Reliance Industries (RIL), India’s largest private company by revenues, is planning to go green by supporting startups, both nationally and internationally, who have figured out waste management.
The company plans on collaborating with startups and develop a jointly owned intellectual property.

We are looking to fund and are scouting around for all the technology available for waste segregation, recycling, and waste-to-energy. We are thinking about the bets we should be making in this regard, said Vipul Shah, COO, petrochemicals at RIL (Reliance Industries Limited), as reported by Mint.

The Mukesh Ambani-owned company is keen to give back to the environment as there is a lot of environmental damage, particularly to the oceans, caused by the sheer volume of plastic waste.

One of the largest recyclers of PET (Post-consumer) waste in India, Reliance Industries claims that they recycled about 2.2 Bn waste PET bottles into fabric in 2018.

And now, it plans to double the current capacity of PET bottle recycling to five million bottles in the next few years. For this the company has installed at least 150 collection centres across the country to collect these waste bottles for recycling.

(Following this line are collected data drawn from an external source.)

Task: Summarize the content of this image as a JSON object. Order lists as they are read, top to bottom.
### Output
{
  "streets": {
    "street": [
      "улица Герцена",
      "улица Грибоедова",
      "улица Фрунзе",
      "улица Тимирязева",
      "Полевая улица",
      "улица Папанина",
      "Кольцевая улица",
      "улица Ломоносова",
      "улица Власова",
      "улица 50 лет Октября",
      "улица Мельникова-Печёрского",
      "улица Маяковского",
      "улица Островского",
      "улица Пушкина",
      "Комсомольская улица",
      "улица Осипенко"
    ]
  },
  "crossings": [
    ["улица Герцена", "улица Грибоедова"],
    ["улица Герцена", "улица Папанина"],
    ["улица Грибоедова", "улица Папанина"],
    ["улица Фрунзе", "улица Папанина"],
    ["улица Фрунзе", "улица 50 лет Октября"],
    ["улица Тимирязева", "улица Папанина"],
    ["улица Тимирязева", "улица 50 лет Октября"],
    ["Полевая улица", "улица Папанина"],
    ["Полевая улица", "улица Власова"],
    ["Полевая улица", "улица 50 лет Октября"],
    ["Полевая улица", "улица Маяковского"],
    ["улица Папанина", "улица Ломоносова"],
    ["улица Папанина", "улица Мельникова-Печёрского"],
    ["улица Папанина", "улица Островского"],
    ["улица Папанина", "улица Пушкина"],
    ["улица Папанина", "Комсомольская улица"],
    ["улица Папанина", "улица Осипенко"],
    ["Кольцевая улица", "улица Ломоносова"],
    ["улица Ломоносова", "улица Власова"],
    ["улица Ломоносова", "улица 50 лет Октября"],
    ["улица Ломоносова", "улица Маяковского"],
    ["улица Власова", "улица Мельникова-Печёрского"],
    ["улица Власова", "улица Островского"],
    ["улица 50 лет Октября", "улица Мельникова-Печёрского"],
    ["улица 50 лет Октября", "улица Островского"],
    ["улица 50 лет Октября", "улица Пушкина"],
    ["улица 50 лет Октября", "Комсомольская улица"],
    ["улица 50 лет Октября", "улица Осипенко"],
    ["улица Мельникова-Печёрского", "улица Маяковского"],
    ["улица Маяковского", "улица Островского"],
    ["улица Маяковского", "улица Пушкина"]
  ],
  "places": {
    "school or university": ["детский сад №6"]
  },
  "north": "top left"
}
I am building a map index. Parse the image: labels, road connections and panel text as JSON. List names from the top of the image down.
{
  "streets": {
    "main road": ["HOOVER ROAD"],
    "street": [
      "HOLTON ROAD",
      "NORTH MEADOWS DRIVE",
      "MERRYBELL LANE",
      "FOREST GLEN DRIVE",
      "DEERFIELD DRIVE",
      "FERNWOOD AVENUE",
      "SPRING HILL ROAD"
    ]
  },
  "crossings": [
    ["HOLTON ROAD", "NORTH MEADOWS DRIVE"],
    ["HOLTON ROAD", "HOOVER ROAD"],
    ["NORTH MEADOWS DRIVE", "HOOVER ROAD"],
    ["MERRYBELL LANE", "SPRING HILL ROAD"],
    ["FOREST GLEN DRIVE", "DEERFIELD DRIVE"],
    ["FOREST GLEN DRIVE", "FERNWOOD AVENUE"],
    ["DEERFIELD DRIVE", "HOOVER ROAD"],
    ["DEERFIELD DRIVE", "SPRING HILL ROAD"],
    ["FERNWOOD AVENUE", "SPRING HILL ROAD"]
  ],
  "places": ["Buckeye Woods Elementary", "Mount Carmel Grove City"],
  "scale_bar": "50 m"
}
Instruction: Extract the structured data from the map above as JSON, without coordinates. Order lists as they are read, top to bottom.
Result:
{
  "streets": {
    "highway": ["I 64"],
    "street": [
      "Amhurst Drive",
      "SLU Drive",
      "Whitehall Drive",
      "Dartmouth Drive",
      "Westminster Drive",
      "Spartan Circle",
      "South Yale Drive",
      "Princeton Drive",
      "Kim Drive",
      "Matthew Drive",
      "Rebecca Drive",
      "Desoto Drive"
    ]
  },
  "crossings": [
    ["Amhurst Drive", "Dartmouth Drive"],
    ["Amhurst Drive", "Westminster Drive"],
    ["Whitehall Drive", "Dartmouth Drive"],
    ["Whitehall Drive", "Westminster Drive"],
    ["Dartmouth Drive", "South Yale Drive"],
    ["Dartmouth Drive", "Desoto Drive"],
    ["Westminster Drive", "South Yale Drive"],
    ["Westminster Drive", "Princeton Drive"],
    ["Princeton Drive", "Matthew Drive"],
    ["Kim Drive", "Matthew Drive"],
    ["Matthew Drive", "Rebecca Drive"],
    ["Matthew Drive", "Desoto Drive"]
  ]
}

RIL’s PET bottle collection initiative directly and indirectly provides employment to around 3 lakh economically weak people that includes a majority of rag pickers.

The company also encourages consumers to deposit empty PET bottles in a reverse-vending machine installed in Reliance SMART Stores, railway stations and various other locations.

To create value from waste, the company has three plastic-to-roads projects underway on a pilot basis. These initiatives have helped to create a solution for the disposal of non-recyclable plastic waste. As a pilot project, 1.2 tonnes of plastic waste has already been used for the construction of 2,600 sq.m of road in Reliance Corporate Park, Navi Mumbai. Further, about 50 tonnes of plastic waste will be used at Nagothane manufacturing division for construction of 40km of road.

Earlier this year, Raymond Group joined hands with Reliance Industries to unveil an eco-friendly range of fabrics.